■ EXERCISE PROMPT ■
Retype exactly the lines from the line with "I need the bounding" to the end of the data, keeping both boundary lines.
▬▬▬
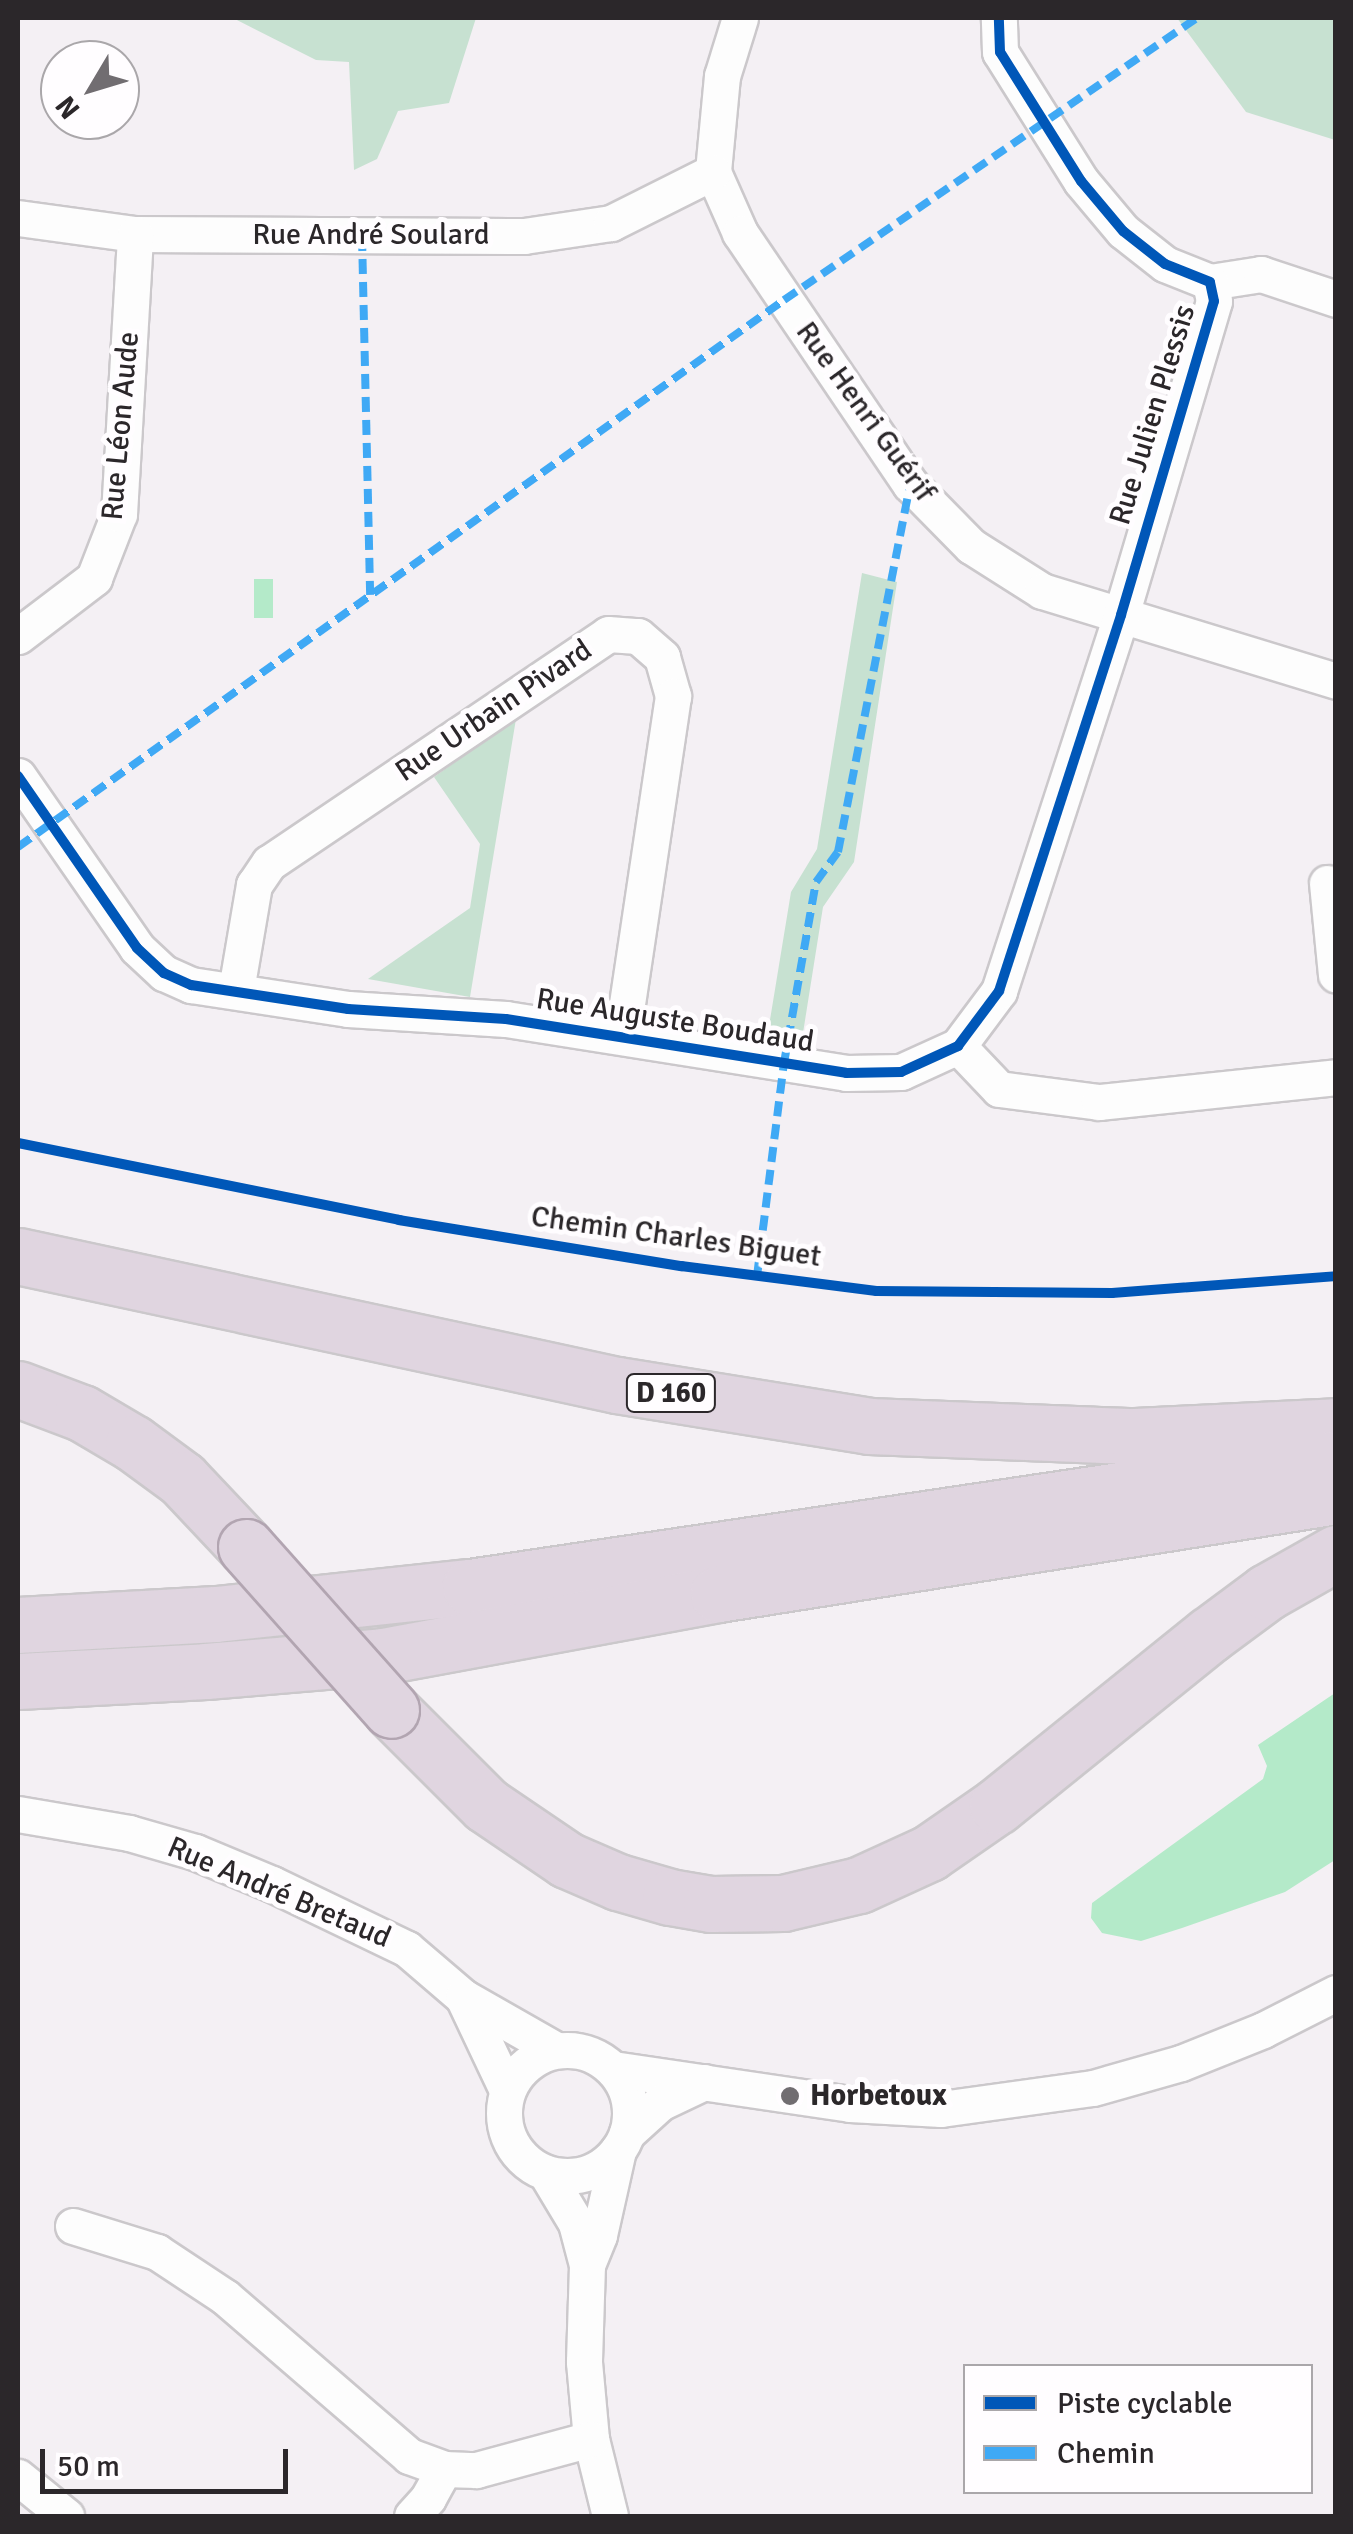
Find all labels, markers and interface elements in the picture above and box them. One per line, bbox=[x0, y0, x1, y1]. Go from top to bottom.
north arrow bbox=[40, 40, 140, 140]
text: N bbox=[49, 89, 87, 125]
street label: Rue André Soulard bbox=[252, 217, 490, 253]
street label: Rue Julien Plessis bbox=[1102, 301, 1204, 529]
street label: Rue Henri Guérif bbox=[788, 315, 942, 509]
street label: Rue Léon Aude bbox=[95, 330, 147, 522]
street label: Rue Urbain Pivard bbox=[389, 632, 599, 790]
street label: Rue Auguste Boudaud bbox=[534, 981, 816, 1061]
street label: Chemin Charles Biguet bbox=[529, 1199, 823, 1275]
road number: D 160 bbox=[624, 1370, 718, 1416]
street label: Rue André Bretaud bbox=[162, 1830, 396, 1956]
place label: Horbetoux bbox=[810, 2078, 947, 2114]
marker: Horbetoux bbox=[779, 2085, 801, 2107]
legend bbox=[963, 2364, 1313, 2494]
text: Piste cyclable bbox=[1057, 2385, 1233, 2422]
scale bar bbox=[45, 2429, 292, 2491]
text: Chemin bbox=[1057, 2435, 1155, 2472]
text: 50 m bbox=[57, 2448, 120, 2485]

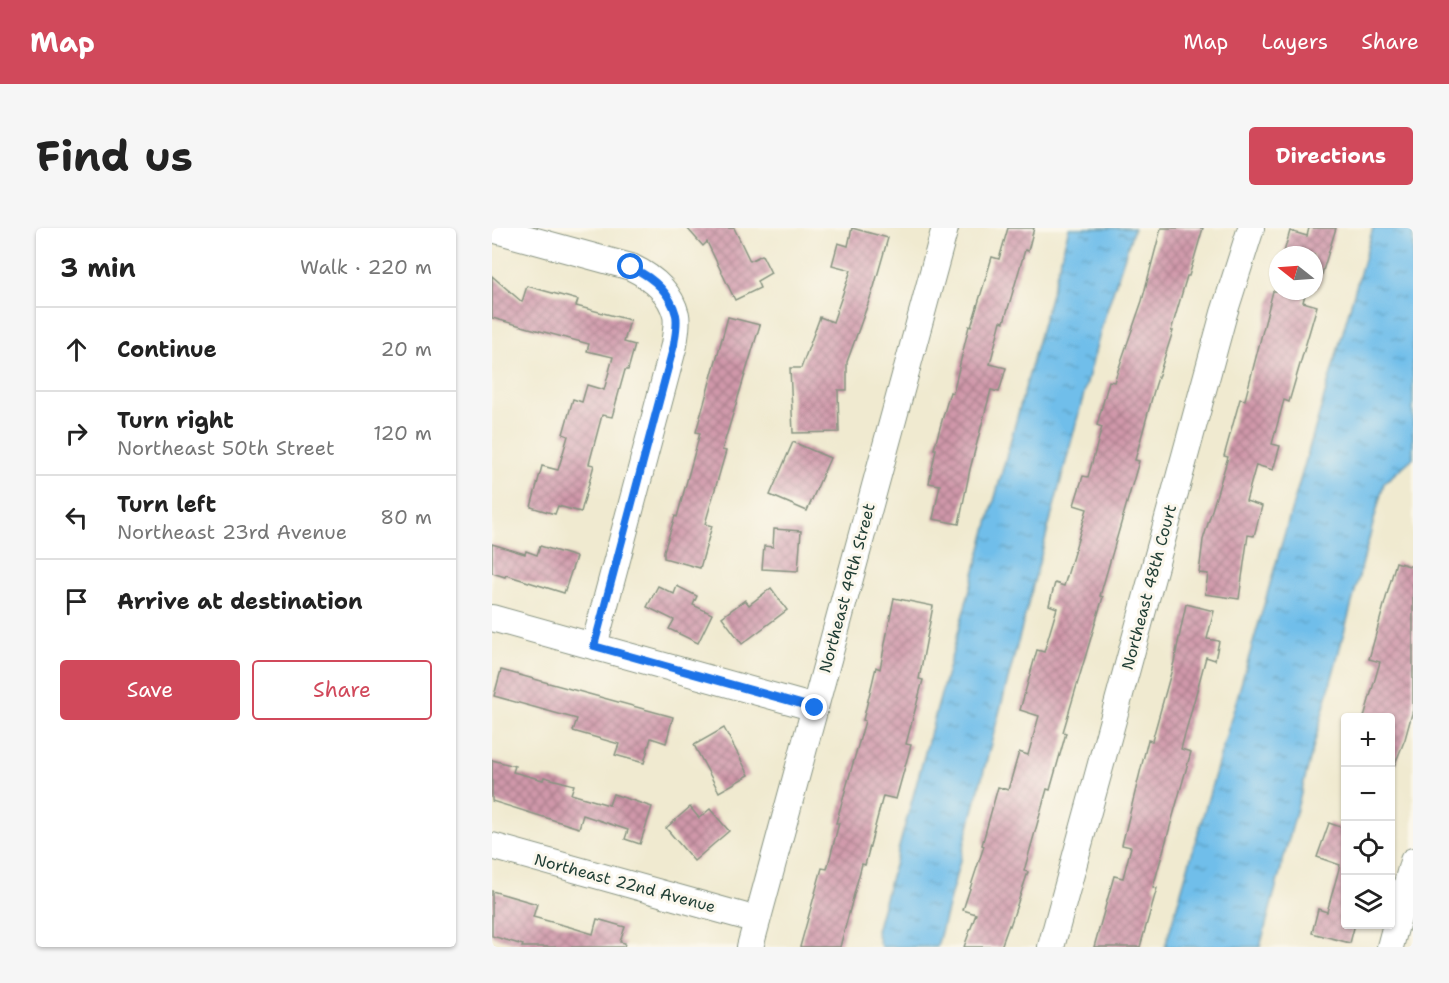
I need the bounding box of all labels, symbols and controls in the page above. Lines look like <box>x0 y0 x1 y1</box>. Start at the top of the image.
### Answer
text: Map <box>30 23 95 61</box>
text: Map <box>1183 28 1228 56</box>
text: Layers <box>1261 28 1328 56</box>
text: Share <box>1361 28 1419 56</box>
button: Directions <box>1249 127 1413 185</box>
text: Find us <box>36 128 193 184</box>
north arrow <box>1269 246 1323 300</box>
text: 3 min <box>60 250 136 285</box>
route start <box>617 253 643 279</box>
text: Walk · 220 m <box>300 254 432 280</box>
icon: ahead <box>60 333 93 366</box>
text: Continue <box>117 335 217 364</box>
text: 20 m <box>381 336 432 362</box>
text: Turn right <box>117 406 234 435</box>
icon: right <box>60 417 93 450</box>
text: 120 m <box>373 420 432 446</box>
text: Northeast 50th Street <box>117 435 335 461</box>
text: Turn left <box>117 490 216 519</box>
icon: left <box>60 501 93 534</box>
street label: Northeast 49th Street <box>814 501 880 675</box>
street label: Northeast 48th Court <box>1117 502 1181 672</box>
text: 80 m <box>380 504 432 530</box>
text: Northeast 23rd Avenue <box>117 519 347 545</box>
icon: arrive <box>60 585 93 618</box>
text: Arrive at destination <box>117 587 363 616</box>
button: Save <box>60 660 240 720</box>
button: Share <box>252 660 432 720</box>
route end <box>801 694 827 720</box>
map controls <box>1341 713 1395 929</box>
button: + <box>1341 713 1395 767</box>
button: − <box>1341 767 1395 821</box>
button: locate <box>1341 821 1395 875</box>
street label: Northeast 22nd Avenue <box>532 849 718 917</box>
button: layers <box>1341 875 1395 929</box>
▬▬▬
■ EXERCISE RESPONSE ■
I need the bounding box of all labels, symbols and controls in the page above. Lines look like <box>x0 y0 x1 y1</box>. Start at the top of the image.
### Answer
text: Map <box>30 23 95 61</box>
text: Map <box>1183 28 1228 56</box>
text: Layers <box>1261 28 1328 56</box>
text: Share <box>1361 28 1419 56</box>
button: Directions <box>1249 127 1413 185</box>
text: Find us <box>36 128 193 184</box>
north arrow <box>1269 246 1323 300</box>
text: 3 min <box>60 250 136 285</box>
route start <box>617 253 643 279</box>
text: Walk · 220 m <box>300 254 432 280</box>
icon: ahead <box>60 333 93 366</box>
text: Continue <box>117 335 217 364</box>
text: 20 m <box>381 336 432 362</box>
text: Turn right <box>117 406 234 435</box>
icon: right <box>60 417 93 450</box>
text: 120 m <box>373 420 432 446</box>
text: Northeast 50th Street <box>117 435 335 461</box>
text: Turn left <box>117 490 216 519</box>
icon: left <box>60 501 93 534</box>
street label: Northeast 49th Street <box>814 501 880 675</box>
street label: Northeast 48th Court <box>1117 502 1181 672</box>
text: 80 m <box>380 504 432 530</box>
text: Northeast 23rd Avenue <box>117 519 347 545</box>
icon: arrive <box>60 585 93 618</box>
text: Arrive at destination <box>117 587 363 616</box>
button: Save <box>60 660 240 720</box>
button: Share <box>252 660 432 720</box>
route end <box>801 694 827 720</box>
map controls <box>1341 713 1395 929</box>
button: + <box>1341 713 1395 767</box>
button: − <box>1341 767 1395 821</box>
button: locate <box>1341 821 1395 875</box>
street label: Northeast 22nd Avenue <box>532 849 718 917</box>
button: layers <box>1341 875 1395 929</box>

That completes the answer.